§ Assignment
Report the number of lines in the records below that contain the word "вулиця", and nothing more.

§ Source data
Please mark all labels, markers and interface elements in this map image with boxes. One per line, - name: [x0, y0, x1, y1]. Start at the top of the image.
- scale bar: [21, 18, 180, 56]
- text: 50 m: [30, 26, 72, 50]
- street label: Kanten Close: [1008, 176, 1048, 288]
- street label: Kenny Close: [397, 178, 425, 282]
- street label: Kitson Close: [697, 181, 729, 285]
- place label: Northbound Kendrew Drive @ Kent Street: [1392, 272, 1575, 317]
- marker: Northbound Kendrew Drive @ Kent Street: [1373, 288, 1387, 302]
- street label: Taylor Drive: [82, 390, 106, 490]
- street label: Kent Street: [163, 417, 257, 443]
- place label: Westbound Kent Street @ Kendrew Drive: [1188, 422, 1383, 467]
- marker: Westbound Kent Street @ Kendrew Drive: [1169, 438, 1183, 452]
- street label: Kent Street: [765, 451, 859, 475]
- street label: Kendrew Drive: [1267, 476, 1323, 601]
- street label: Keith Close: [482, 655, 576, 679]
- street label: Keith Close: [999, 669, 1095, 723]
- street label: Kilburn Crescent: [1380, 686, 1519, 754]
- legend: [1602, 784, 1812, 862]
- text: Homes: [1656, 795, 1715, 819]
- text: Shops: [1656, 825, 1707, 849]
---
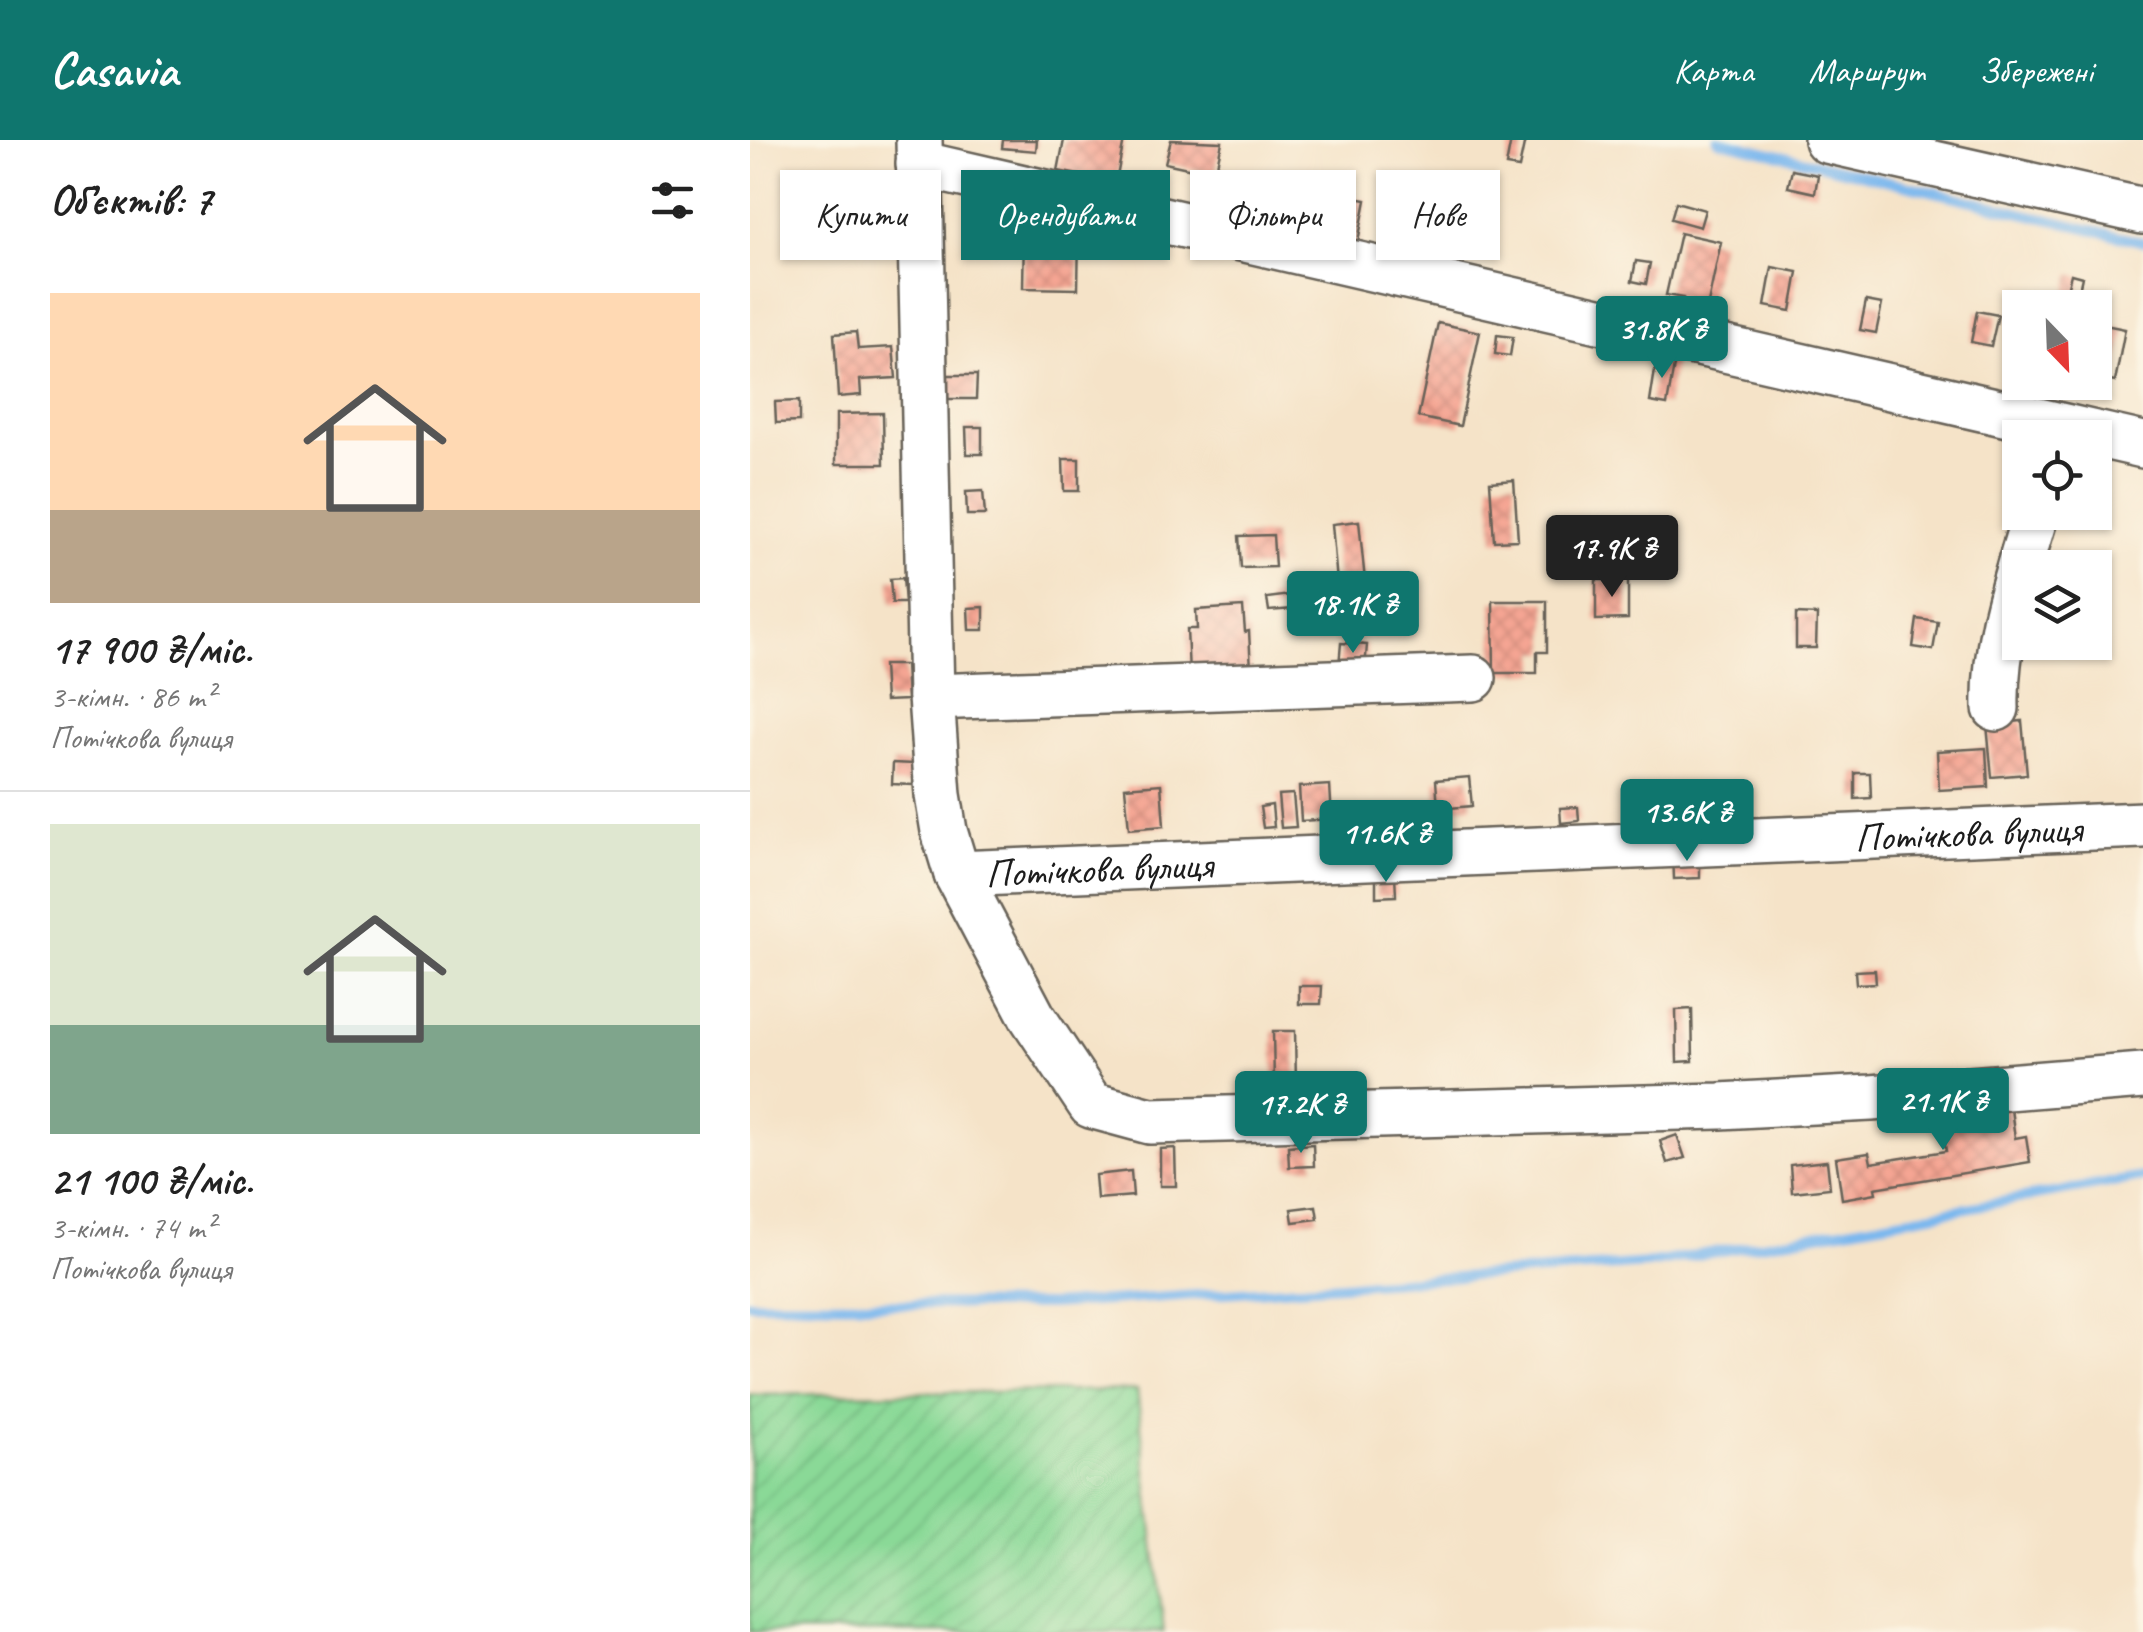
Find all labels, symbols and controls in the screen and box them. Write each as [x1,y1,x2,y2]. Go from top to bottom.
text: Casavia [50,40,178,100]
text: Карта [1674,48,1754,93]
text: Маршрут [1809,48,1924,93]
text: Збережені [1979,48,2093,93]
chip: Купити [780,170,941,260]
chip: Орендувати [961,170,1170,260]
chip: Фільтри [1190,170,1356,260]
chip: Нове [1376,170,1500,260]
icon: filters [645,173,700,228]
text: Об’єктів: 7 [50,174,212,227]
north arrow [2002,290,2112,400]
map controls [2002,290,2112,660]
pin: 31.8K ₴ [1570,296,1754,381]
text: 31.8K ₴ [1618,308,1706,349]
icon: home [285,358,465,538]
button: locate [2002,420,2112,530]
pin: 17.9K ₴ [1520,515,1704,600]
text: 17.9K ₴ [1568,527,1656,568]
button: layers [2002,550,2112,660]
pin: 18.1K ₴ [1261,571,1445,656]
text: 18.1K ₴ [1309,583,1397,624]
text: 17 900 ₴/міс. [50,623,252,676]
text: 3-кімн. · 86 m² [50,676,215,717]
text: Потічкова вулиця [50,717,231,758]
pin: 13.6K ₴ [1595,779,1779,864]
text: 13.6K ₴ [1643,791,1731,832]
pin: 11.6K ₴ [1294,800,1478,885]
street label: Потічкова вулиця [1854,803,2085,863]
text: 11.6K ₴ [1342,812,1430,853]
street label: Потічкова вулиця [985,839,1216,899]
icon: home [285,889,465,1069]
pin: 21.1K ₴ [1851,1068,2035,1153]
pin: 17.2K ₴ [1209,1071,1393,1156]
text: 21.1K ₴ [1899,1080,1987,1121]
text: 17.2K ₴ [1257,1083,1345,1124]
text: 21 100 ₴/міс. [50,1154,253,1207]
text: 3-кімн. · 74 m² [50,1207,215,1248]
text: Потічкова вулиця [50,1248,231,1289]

§ Expected answer
4